:: INSTRUCTIONS FOR THE TASK ::
Gather every line in the records below that contains the word "align".

:: TASK DATA ::
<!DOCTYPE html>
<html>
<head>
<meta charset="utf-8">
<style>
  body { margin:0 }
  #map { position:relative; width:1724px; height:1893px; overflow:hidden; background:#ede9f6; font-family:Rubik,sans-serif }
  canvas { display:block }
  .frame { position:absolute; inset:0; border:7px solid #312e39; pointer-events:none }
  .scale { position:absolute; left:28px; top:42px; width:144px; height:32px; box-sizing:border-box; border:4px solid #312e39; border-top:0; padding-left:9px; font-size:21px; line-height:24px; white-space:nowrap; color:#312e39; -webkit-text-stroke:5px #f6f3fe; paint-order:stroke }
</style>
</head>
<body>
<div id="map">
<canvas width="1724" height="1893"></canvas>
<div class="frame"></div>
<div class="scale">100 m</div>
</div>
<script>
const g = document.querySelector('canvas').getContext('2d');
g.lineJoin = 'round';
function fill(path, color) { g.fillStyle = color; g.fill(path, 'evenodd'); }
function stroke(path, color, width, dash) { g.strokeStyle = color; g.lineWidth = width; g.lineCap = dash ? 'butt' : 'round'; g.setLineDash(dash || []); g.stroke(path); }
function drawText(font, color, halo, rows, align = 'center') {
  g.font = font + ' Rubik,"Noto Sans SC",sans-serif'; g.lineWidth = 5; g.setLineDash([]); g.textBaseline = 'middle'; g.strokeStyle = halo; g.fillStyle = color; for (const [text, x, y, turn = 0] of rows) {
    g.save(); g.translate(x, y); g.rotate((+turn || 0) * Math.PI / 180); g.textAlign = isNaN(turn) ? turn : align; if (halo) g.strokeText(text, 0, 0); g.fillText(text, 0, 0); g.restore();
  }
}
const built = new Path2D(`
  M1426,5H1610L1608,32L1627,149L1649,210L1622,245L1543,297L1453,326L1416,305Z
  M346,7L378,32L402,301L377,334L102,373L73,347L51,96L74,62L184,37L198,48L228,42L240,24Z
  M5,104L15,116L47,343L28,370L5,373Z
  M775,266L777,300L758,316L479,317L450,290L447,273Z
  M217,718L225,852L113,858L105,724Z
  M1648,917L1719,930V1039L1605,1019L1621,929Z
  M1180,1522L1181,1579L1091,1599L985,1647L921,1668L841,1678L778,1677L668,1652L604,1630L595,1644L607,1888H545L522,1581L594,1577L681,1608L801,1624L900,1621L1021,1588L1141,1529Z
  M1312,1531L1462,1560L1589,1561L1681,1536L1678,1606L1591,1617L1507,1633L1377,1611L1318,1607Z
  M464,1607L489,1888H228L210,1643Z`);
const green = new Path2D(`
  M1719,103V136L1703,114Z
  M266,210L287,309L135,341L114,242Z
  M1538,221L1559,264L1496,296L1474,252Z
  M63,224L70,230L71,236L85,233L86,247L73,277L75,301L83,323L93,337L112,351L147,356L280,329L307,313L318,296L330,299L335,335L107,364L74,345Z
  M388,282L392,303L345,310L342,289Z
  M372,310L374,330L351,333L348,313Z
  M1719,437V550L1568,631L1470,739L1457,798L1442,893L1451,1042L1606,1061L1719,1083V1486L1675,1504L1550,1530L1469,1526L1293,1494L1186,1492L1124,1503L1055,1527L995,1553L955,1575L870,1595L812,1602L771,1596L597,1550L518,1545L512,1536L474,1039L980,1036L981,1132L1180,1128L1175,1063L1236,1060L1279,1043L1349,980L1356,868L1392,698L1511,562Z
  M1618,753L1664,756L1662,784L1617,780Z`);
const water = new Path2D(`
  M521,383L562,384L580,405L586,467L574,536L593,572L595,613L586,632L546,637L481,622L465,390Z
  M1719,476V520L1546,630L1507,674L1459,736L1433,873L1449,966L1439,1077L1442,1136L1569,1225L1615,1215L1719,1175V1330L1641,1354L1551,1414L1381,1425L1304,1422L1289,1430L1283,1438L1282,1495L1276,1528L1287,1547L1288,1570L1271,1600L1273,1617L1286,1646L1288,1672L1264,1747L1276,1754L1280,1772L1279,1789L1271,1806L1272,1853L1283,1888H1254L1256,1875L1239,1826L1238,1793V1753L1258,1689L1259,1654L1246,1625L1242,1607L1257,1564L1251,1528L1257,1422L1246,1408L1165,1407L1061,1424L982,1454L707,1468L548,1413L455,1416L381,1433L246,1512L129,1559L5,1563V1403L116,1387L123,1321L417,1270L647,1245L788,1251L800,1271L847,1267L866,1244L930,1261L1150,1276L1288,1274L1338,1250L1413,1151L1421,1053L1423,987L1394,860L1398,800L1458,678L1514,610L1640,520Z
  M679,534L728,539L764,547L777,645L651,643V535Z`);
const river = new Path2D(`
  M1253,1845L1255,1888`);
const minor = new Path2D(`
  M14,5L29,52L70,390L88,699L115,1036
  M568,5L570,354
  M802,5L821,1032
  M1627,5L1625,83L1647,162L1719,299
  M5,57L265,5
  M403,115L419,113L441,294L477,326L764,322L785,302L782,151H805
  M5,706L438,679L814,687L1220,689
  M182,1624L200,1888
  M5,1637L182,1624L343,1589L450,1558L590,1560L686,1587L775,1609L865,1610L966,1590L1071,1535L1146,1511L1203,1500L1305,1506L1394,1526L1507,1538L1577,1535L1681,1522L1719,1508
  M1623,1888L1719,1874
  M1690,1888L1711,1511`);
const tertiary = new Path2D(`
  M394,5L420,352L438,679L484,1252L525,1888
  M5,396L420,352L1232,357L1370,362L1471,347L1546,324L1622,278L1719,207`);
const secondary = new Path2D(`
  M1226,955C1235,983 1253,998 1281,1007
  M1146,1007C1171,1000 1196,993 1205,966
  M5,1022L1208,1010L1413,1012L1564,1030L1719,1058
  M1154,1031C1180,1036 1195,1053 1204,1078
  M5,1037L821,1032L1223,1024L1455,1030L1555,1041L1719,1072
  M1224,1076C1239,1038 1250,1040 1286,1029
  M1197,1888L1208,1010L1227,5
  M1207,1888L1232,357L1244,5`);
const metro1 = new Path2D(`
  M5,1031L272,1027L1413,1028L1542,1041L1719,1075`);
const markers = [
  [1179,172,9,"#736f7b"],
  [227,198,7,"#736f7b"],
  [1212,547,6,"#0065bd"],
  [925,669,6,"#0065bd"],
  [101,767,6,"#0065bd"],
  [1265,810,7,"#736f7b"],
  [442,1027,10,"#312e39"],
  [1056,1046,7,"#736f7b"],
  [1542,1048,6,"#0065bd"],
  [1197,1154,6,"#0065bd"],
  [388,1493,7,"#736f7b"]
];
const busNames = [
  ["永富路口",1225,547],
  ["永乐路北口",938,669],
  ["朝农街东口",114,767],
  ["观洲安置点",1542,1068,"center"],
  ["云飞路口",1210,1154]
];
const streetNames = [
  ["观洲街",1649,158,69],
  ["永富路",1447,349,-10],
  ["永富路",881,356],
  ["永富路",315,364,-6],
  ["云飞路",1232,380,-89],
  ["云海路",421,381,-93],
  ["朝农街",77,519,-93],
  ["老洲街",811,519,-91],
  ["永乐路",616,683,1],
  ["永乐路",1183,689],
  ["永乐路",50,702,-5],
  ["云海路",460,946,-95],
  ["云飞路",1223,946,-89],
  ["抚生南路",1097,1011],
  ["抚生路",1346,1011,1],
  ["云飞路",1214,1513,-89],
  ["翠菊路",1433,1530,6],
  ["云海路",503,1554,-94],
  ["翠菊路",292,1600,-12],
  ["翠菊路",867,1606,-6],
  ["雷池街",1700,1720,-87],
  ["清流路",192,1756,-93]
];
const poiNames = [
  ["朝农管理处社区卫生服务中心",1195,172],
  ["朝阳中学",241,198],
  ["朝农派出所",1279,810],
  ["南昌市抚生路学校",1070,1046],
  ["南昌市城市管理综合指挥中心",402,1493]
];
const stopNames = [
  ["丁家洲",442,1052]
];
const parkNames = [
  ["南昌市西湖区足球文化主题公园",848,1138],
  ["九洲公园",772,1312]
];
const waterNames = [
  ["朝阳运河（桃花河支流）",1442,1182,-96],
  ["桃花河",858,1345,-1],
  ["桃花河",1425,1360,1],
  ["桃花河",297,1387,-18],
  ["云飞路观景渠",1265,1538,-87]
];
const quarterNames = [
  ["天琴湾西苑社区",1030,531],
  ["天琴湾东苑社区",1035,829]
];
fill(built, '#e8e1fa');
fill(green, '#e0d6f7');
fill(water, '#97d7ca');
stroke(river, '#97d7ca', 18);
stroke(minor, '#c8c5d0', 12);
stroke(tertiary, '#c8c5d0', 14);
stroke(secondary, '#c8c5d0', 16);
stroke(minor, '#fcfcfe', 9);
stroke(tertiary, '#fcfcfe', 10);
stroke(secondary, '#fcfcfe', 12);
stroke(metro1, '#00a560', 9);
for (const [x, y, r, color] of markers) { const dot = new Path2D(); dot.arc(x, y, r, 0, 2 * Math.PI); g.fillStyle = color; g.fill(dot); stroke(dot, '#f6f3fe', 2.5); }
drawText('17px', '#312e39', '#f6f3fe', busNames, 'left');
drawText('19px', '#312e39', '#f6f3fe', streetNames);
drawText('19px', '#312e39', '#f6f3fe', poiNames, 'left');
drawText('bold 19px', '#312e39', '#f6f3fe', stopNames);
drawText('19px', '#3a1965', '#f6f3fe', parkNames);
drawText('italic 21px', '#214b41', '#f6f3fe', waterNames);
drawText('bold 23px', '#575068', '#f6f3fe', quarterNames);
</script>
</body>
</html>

:: ANSWER TO THIS TASK ::
function drawText(font, color, halo, rows, align = 'center') {
    g.save(); g.translate(x, y); g.rotate((+turn || 0) * Math.PI / 180); g.textAlign = isNaN(turn) ? turn : align; if (halo) g.strokeText(text, 0, 0); g.fillText(text, 0, 0); g.restore();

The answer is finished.